[Stored data]
· · · · ·
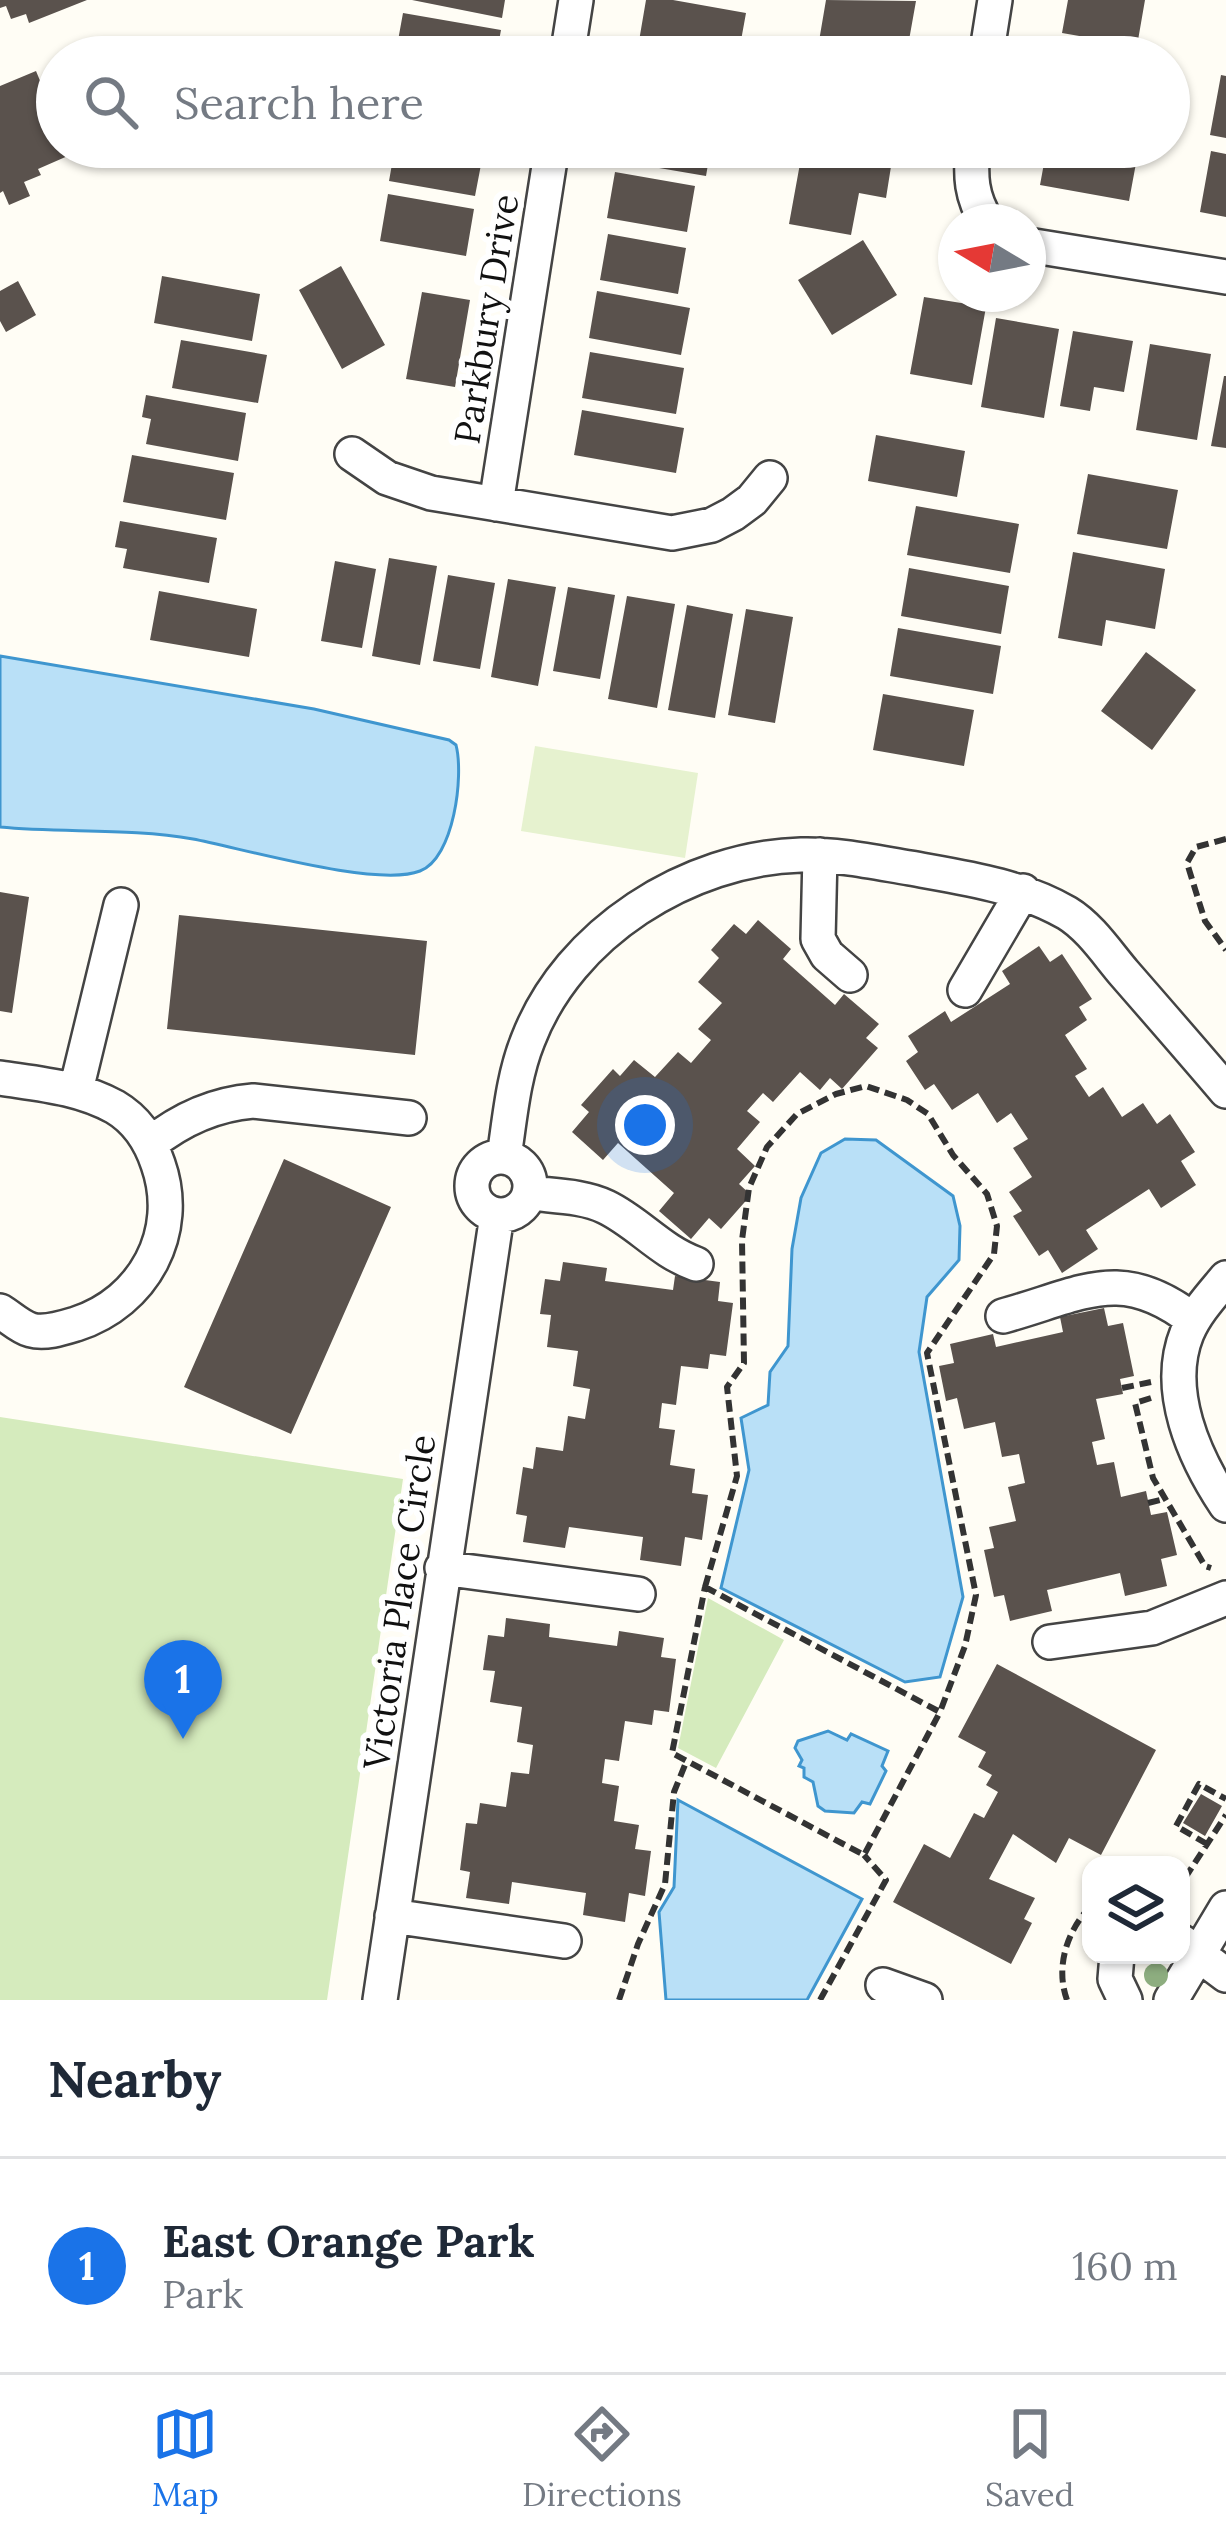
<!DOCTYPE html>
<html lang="en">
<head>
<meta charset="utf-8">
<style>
  :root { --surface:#fff; --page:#f2f2f3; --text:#1f2937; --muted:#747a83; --line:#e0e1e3; --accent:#1a73e8 }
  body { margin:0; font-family:Lora,serif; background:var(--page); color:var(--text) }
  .controls { position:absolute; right:36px; bottom:36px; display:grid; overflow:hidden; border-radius:24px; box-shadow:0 3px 9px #0004 }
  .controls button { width:108px; height:108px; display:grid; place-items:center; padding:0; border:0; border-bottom:3px solid var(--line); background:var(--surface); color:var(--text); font:60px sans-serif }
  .compass { position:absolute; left:938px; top:204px; width:108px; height:108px; border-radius:50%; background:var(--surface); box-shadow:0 3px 9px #0004; rotate:280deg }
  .you { position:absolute; left:645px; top:1125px; width:42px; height:42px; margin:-30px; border:9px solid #fff; border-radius:50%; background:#1a73e8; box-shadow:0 0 0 18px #1a73e833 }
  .badge { display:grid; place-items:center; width:78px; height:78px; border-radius:50%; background:var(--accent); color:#fff; font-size:39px; font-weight:700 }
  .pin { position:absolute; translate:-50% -99px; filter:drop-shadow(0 3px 6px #0008) }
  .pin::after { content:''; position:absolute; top:63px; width:42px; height:36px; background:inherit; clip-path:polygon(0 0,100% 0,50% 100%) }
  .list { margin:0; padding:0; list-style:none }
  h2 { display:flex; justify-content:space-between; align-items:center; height:156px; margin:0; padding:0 48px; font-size:51px }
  h2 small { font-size:39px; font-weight:400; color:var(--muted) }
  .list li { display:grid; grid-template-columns:78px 1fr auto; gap:36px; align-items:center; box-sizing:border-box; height:216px; padding:0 48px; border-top:3px solid var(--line) }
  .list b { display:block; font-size:45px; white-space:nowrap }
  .list p { margin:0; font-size:39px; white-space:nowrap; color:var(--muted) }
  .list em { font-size:39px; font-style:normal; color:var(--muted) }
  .icon { flex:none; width:66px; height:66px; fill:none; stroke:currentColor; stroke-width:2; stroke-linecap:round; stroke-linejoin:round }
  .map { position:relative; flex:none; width:1226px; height:2000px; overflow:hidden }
  .search { position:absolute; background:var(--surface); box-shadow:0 3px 9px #0004; left:36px; right:36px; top:36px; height:132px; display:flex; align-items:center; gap:30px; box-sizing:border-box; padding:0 42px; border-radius:66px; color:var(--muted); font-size:45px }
  .sheet { height:372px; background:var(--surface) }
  nav { display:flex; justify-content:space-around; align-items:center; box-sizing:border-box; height:168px; border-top:3px solid var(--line); background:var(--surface); font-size:33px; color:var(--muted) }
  nav a { display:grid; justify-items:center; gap:6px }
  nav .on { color:var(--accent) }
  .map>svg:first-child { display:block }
  .green { fill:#d5ebbd }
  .pitch { fill:#e6f2cf }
  .water { fill:#b9e0f7; stroke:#3f96cf; stroke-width:3 }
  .building { fill:#5a524d }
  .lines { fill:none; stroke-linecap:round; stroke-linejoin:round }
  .minor-casing { stroke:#444; stroke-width:38 }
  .path { stroke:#333; stroke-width:6; stroke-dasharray:12 6; stroke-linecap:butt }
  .minor { stroke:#fff; stroke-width:33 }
  .tree { fill:#8dad7f }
  .labels { text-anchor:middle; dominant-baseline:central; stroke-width:12; stroke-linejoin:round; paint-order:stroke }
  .street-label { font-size:36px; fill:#111; stroke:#fff }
</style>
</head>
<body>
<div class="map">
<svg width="1226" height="2000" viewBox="0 0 1226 2000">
  <rect width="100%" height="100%" fill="#fffdf5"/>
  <!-- green -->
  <path class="green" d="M0,1417L403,1479L327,2000H0Z
    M708,1598L784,1640L716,1768L678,1748Z"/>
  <!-- pitch -->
  <path class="pitch" d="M535,746L698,773L685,858L521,831Z"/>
  <!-- water -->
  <path class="water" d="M0,656L314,709L449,740L456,745C464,776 454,858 420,871C377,888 241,848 193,839C132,828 62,833 0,827Z
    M845,1139L876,1140L953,1196L960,1226L959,1260L927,1297L919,1352L963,1597L940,1677L905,1682L721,1588L749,1470L741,1418L768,1405L770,1372L788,1346L792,1249L801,1198L821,1153Z
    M828,1731L847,1740L851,1734L888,1751L882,1766L886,1771L870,1804L862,1802L854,1813L825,1811L818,1806L813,1782L804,1777V1768L799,1766L802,1760L795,1748L798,1741Z
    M678,1800L862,1899L807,2000H666L659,1912L674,1887Z"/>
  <!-- building -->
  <path class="building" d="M0,0H87L29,23L26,14L11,19L6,6L0,8Z
    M412,0H505L502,18Z
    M646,0H673L746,13L738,57L639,41Z
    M826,0L916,1L906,57H877L818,47Z
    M1068,0H1145L1137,46L1062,33Z
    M403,13L501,30L496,57H395Z
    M36,71L48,100L40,103L52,132L57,130V147H67L70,155L38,169L41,175L24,182L30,196L9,205L3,191L0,193V86Z
    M1221,75L1226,76V138L1210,135Z
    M395,147L484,149L475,196L389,181Z
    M621,147H711L706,176L618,161Z
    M803,147H851L893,154L886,198L859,193L851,235L789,224Z
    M1047,147H1139L1129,201L1040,185Z
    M1211,151L1226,154V217L1200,212Z
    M615,172L695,186L687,232L607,218Z
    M388,194L474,209L466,256L380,241Z
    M608,234L686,248L678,294L600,280Z
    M863,240L897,295L832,335L798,280Z
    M341,266L385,345L342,369L299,290Z
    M162,276L260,294L252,341L154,323Z
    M18,281L36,315L6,332L0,321V291Z
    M597,291L690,308L681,355L589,338Z
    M422,292L470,300L455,387L406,379Z
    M924,297L986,307L972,385L910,374Z
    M996,318L1059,329L1044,418L981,407Z
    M1073,331L1133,341L1124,392L1094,387L1090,411L1060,406Z
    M181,340L267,355L258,403L172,388Z
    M1150,344L1211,354L1197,440L1136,430Z
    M590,352L684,368L676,414L582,398Z
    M1224,376H1226V448L1211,446Z
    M146,395L246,413L238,461L146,444L151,419L142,417Z
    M582,410L684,428L676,473L574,455Z
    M876,435L965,451L957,497L868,481Z
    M132,455L234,473L226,520L123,502Z
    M1088,474L1178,490L1167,549L1077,534Z
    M916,506L1019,524L1010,573L907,555Z
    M120,521L217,538L209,583L123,568L127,549L115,547Z
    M1073,552L1165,569L1155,629L1106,620L1102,646L1058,638Z
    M389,558L437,566L420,665L372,656Z
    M335,561L376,569L362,648L321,641Z
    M909,568L1009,586L1001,634L901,616Z
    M448,575L495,583L480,669L433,661Z
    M508,579L556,587L538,686L491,677Z
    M568,587L615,595L600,679L553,671Z
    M159,591L257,609L249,657L150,640Z
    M627,596L675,604L657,708L608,699Z
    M687,605L733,614L715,718L668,710Z
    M746,609L793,617L775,723L728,715Z
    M898,628L1001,646L993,694L890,676Z
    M1146,652L1196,690L1152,750L1101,711Z
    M883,694L974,710L964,766L873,750Z
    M0,892L29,897L12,1013L0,1011Z
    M179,915L427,941L415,1055L167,1029Z
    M758,920L791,949L783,959L835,1005L844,994L879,1024L866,1038L878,1048L842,1089L830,1078L820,1090L800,1072L773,1102L763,1093L747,1111L760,1122L737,1149L755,1166L739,1184L751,1195L721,1229L709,1218L691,1239L659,1211L674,1193L618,1143L603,1160L572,1132L589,1112L581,1105L613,1069L620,1076L634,1060L655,1077L678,1052L691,1063L711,1040L698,1029L722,1003L698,982L719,958L711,950L734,924L746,934Z
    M1039,946L1050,962L1062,954L1092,999L1079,1007L1087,1020L1065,1035L1087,1069L1075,1076L1089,1097L1103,1087L1122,1117L1143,1103L1157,1124L1170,1114L1195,1152L1181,1161L1196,1185L1161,1208L1149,1189L1086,1230L1098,1249L1062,1273L1048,1250L1039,1256L1013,1216L1022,1211L1009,1192L1032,1177L1013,1148L1028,1139L1011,1113L997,1123L978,1093L952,1110L934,1084L925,1090L906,1061L918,1052L908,1036L945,1011L951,1022L1010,984L1002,971Z
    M284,1159L391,1207L291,1434L184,1387Z
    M563,1262L607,1268L605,1281L673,1290L675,1276L720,1282L718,1301L733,1303L726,1356L710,1354L708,1369L681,1366L676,1405L662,1403L659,1428L675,1430L670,1465L695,1469L692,1493L708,1495L702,1540L685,1537L681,1566L640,1560L643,1537L569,1527L565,1548L523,1542L527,1516L516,1514L523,1467L533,1469L536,1447L563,1451L568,1416L585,1419L590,1389L573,1386L578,1351L547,1347L551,1315L540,1314L545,1279L560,1281Z
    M1104,1308L1108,1326L1123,1323L1134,1376L1120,1379L1123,1394L1096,1399L1105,1439L1092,1442L1097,1465L1114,1462L1121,1497L1146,1491L1151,1515L1167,1512L1177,1555L1161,1559L1167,1586L1125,1596L1120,1573L1047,1590L1052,1611L1010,1621L1004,1595L994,1597L984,1550L994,1548L989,1527L1016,1521L1008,1487L1025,1483L1019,1454L1002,1457L995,1422L964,1429L957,1398L946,1401L939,1366L954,1363L950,1344L993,1334L996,1347L1063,1332L1060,1317Z
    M506,1618L550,1624L549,1637L617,1646L619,1631L664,1638L661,1657L676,1659L669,1712L654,1710L652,1725L625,1721L619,1761L605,1759L602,1783L619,1786L614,1821L639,1825L635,1849L651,1851L645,1896L629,1893L625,1922L583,1915L586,1893L512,1882L509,1904L466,1898L470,1872L460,1870L466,1823L477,1824L480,1803L506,1807L511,1772L529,1774L533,1745L517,1742L522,1707L490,1702L495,1671L483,1670L488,1635L504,1637Z
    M997,1664L1156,1750L1101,1855L1069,1838L1056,1863L1013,1834L989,1879L1035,1898L1024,1919L1032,1923L1011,1964L893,1902L924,1844L950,1858L974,1813L984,1818L998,1792L986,1785L992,1775L978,1767L986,1752L958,1737Z
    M1201,1794L1222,1806L1205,1836L1183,1823Z"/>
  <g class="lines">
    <!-- minor casing -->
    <g class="minor-casing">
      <path id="minor" d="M567,57L576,0
        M986,57L995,0
        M973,147C970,176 971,197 987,222
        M1028,245L1226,277
        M352,454L387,478L431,493L672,533L712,525L733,514L752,500L770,478
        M496,504L552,147
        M820,855L818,939L827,955L850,975
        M965,990L1023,891
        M0,1078C39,1084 79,1087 115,1107C137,1120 150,1140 158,1164C182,1232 144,1302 76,1324C63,1328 45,1334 31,1330C20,1327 10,1317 0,1311
        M76,1090L121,905
        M150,1144C180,1120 216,1104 253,1101L409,1118
        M472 1186a29 29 0 1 1 58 0a29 29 0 1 1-58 0Z
        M504,1157C510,1118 513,1077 528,1040C569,933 688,858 801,855C838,854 874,862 910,868C965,878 1018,885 1067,913C1090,927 1107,953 1124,973C1158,1012 1192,1051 1226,1091
        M530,1193C554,1196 584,1196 606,1207C639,1223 660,1251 696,1264
        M1226,1278C1212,1295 1196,1312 1187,1333C1164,1390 1194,1457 1226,1505
        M1003,1316C1083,1294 1121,1264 1193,1320
        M442,1568L638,1594
        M1050,1642L1152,1628L1226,1598
        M392,1916L564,1941
        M1182,1942L1226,1975
        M1117,1955L1115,1979L1125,2000
        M883,1985L925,2000
        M380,2000L497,1215
        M1171,2000L1226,1908"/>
    </g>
    <!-- path -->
    <path class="path" d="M1226,839L1196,847L1187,863L1205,921L1226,950
      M1122,1388L1151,1382
      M1151,1398L1135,1403L1153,1478L1205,1566L1211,1568
      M1148,1503L1164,1499
      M705,1587L737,1476L727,1387L744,1363L742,1240L749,1188L767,1147L797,1114L836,1094L866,1086L907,1100L928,1114L953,1155L987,1194L997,1226L994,1254L927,1353L976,1595L965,1646L940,1712
      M705,1587L940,1712L864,1855L672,1753Z
      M1207,1844L1176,1826L1199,1784L1226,1799
      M1185,1878L1226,1815
      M619,2000L638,1944L665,1884L674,1792L687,1760
      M820,2000L886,1880L864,1855
      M1067,2000C1055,1967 1067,1930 1091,1906"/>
    <!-- minor -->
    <use href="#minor" class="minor"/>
  </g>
  <!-- trees -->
  <circle class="tree" cx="1156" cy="1975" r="12"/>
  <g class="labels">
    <!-- street labels -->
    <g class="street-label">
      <text transform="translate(486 319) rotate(-81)">Parkbury Drive</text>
      <text transform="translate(399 1602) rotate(-82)">Victoria Place Circle</text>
    </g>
  </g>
</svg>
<div class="controls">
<button><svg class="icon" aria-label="layers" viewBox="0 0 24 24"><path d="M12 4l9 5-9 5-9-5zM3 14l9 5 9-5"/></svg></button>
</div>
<svg class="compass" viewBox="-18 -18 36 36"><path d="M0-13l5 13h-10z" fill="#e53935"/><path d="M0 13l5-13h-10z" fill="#747a83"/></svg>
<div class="you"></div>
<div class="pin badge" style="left:183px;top:1739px">1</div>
<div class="search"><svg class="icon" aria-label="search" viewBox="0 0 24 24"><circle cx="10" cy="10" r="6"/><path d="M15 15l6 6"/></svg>Search here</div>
</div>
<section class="sheet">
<h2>Nearby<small></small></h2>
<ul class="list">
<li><span class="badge">1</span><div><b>East Orange Park</b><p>Park</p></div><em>160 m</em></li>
</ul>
</section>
<nav>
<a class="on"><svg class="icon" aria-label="map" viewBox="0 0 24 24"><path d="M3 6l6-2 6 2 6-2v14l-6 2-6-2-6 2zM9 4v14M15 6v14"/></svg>Map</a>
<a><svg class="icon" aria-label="directions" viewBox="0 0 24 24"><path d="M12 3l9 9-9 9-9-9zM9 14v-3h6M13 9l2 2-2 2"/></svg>Directions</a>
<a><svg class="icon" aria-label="saved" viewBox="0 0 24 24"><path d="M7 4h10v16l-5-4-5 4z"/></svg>Saved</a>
</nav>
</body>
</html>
· · · · ·
→ **Activity**
Using the entries above, return each line that includes the word "lines".

→ **Response**
  .lines { fill:none; stroke-linecap:round; stroke-linejoin:round }
  <g class="lines">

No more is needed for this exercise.